> _Data shown_

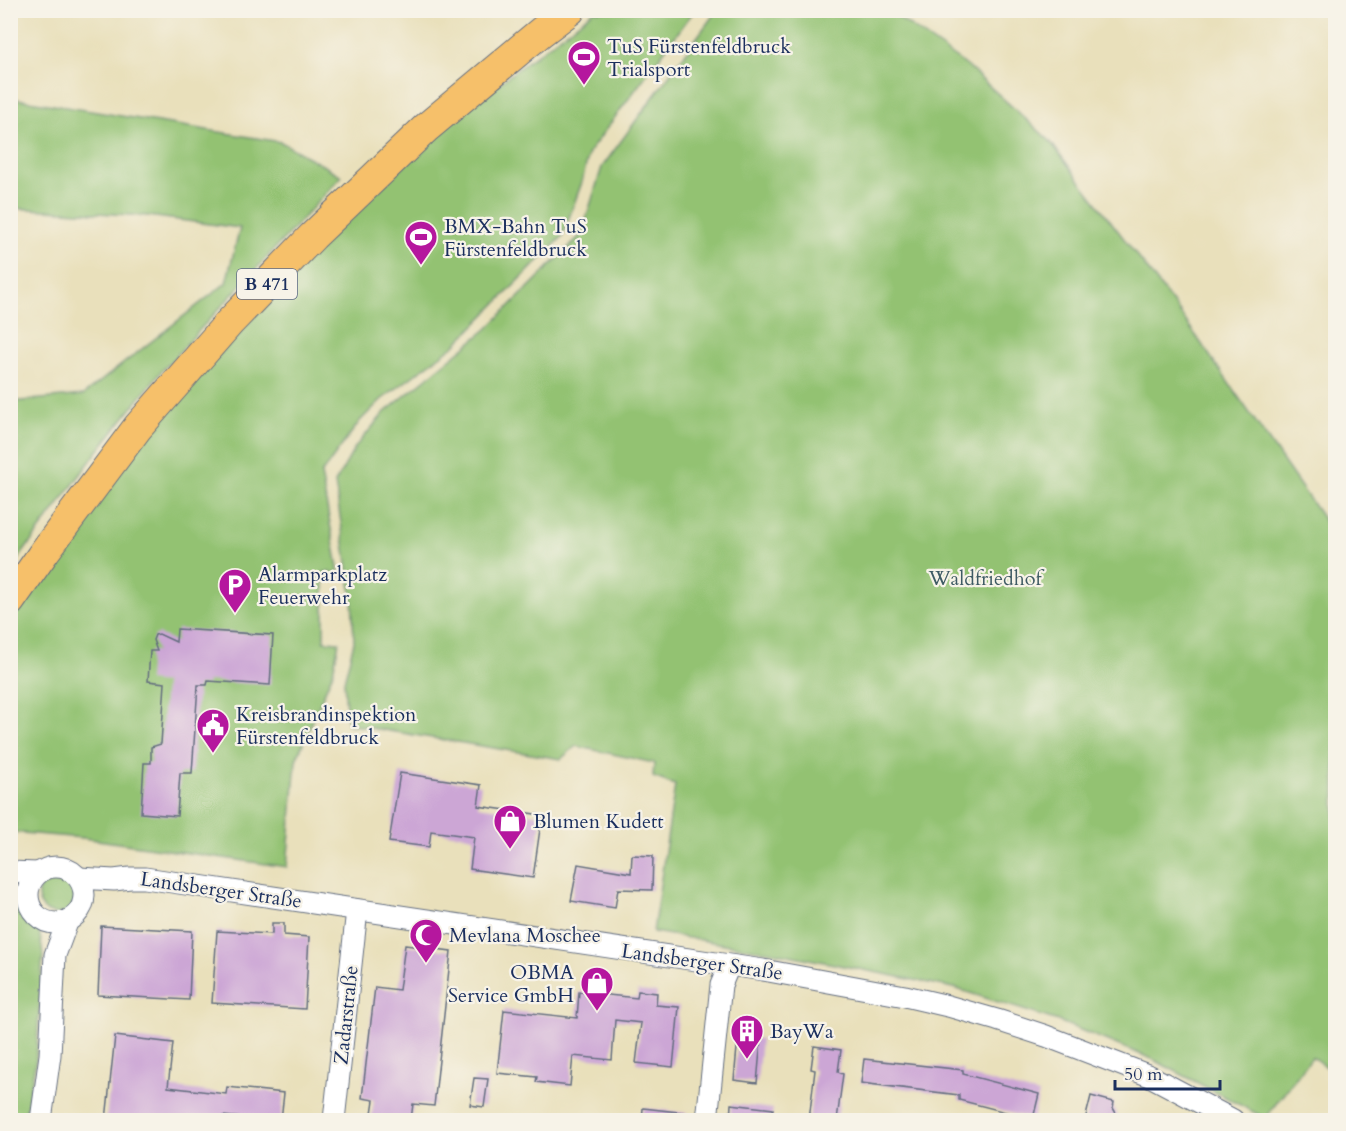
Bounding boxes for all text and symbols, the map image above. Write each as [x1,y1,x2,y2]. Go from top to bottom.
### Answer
place label: TuS Fürstenfeldbruck Trialsport [607,33,791,83]
sports icon: TuS Fürstenfeldbruck Trialsport [566,39,602,86]
place label: BMX-Bahn TuS Fürstenfeldbruck [444,213,587,263]
sports icon: BMX-Bahn TuS Fürstenfeldbruck [403,219,439,266]
road number: B 471 [237,269,297,299]
place label: Alarmparkplatz Feuerwehr [258,561,387,611]
park label: Waldfriedhof [927,565,1044,592]
parking icon: Alarmparkplatz Feuerwehr [217,567,253,614]
place label: Kreisbrandinspektion Fürstenfeldbruck [236,701,417,751]
public building icon: Kreisbrandinspektion Fürstenfeldbruck [195,707,231,754]
shop icon: Blumen Kudett [492,803,528,850]
place label: Blumen Kudett [533,808,664,835]
street label: Landsberger Straße [139,865,303,915]
mosque icon: Mevlana Moschee [408,917,444,964]
place label: Mevlana Moschee [449,922,601,949]
street label: Landsberger Straße [620,937,784,987]
place label: OBMA Service GmbH [448,959,575,1009]
street label: Zadarstraße [327,964,365,1066]
shop icon: OBMA Service GmbH [579,965,615,1012]
building icon: BayWa [729,1013,765,1060]
place label: BayWa [770,1018,834,1045]
scale bar [1115,1053,1220,1091]
text: 50 m [1124,1062,1163,1087]

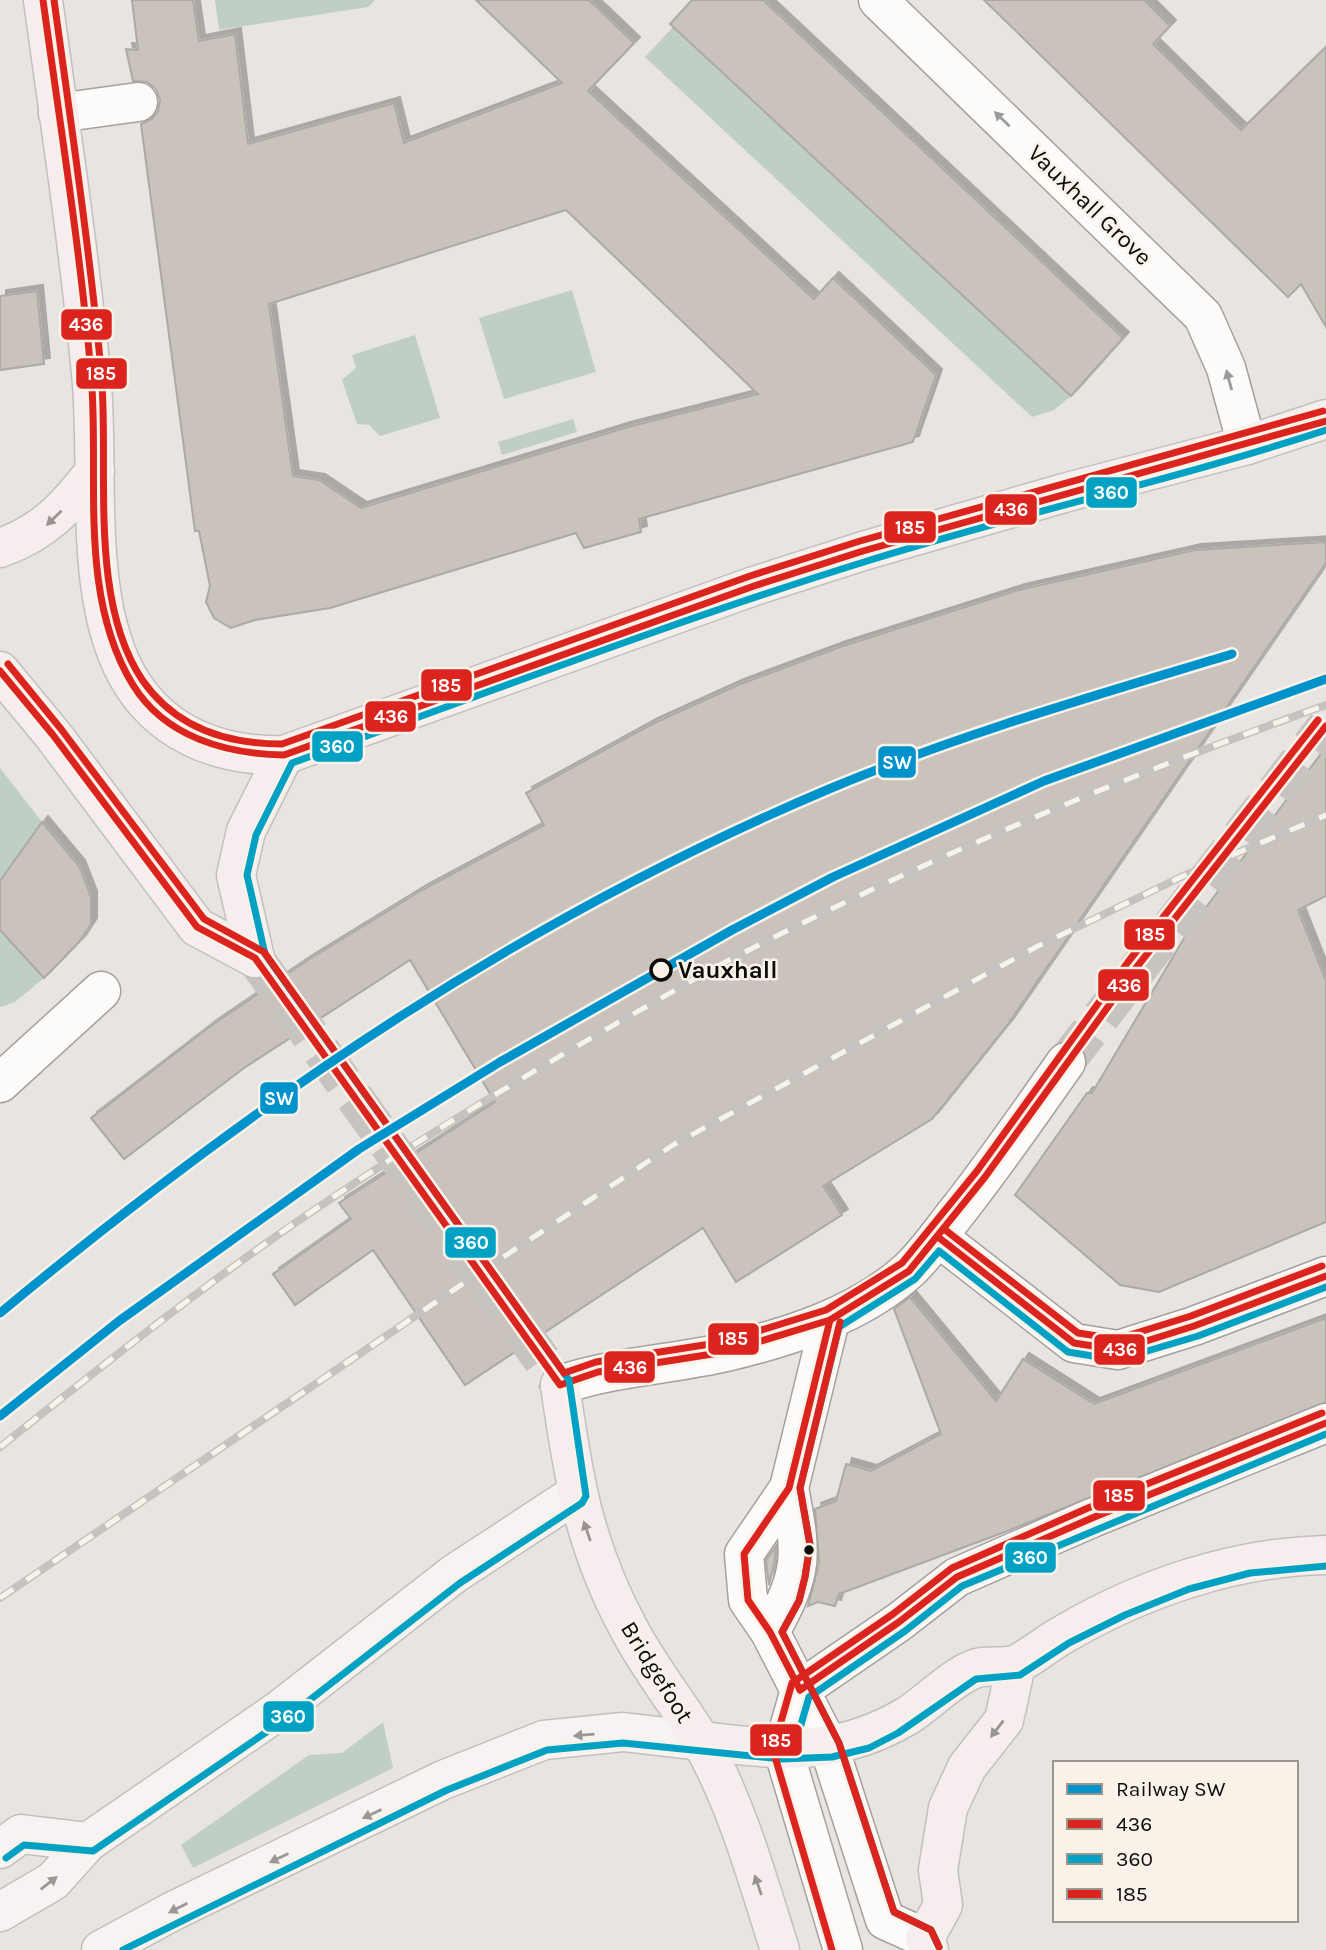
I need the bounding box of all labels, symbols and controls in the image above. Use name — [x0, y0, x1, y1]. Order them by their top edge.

> _What this task involves_
When you find a line in the records that contains the word "above", copy it.

> _Exercise result_
Bounding boxes for all text and symbols, the map image above. Write each as [x1,y1,x2,y2]. Go from top to bottom.
I need the bounding box of all labels, symbols and controls in the image above. Use name — [x0, y0, x1, y1]. Order them by their top edge.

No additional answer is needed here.